What is needed: From the entries that follow, report every line in which "Bahnhof" occurs.

Provided records:
════
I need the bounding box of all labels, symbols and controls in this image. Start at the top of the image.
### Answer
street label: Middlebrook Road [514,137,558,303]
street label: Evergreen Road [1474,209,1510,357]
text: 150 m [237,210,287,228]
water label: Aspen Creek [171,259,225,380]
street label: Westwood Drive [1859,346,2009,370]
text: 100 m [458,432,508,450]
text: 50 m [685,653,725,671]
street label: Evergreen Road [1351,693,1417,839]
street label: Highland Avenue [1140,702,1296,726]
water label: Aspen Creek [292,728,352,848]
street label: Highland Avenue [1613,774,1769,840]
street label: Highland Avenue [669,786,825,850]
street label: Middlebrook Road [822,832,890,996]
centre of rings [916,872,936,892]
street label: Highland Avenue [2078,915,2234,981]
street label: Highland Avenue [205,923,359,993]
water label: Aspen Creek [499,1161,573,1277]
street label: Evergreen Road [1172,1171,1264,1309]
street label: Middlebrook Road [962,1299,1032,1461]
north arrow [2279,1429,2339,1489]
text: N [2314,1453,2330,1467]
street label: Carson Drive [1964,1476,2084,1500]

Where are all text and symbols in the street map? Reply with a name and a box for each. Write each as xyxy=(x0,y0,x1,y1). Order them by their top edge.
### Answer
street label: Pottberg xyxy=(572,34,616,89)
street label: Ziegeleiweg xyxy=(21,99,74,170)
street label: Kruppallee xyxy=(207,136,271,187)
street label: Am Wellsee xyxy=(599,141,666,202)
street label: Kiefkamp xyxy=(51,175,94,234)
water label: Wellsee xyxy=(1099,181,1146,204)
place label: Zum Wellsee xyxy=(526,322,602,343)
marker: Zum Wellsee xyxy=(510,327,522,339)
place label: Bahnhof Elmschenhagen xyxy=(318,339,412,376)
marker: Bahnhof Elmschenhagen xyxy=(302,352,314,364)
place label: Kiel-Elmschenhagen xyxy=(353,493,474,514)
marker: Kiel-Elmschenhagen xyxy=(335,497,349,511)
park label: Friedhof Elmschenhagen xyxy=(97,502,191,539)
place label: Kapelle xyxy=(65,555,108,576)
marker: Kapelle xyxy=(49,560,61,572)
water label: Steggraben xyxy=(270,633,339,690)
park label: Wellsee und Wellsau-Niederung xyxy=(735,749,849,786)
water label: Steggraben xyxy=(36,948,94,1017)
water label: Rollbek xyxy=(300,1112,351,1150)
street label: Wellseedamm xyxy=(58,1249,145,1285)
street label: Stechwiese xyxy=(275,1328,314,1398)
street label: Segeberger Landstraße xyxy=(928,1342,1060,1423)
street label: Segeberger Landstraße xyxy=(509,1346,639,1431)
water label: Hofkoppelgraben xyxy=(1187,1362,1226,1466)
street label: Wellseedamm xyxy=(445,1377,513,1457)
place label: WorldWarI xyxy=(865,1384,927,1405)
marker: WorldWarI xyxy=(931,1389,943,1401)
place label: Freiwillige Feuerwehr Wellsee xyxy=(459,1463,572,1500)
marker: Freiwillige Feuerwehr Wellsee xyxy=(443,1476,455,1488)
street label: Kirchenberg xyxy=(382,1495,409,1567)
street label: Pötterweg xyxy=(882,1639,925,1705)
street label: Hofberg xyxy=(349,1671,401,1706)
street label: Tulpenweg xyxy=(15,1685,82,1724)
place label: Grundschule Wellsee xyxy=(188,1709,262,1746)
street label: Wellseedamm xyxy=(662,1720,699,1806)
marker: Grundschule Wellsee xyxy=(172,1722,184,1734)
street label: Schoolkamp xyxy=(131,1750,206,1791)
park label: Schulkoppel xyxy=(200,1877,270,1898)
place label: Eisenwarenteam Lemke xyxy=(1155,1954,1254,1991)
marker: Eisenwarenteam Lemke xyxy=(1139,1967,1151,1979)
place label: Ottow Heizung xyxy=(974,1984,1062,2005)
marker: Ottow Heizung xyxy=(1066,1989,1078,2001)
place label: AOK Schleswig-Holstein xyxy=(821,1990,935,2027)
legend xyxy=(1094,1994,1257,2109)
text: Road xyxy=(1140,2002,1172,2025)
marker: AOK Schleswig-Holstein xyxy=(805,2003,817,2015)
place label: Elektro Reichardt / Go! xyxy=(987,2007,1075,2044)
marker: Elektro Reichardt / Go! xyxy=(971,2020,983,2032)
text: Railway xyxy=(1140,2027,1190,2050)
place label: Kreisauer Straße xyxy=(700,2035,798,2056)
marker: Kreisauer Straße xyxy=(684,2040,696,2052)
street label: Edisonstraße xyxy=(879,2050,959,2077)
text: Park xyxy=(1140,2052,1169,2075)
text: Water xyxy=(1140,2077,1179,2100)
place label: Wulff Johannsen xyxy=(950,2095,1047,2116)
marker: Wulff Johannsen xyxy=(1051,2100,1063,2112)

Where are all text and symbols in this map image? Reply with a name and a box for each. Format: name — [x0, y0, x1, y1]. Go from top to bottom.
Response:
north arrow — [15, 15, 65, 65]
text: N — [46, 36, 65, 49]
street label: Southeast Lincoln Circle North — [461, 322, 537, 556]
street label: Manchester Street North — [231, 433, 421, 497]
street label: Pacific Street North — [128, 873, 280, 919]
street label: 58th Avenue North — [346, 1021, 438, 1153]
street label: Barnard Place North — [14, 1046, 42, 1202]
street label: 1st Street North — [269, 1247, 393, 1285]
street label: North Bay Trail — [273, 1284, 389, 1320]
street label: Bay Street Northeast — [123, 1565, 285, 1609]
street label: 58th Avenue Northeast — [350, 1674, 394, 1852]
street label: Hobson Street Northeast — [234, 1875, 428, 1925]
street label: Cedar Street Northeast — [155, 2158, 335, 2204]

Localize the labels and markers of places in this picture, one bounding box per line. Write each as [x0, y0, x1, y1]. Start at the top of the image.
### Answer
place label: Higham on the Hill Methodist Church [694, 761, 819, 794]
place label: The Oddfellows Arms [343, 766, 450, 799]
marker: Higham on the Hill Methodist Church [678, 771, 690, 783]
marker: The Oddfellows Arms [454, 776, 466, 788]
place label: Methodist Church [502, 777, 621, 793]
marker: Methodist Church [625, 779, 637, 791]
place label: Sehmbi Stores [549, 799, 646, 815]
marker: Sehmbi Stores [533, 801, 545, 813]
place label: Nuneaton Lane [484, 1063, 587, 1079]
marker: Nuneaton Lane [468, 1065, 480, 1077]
════
Answer box:
place label: Bahnhof Elmschenhagen xyxy=(318,339,412,376)
marker: Bahnhof Elmschenhagen xyxy=(302,352,314,364)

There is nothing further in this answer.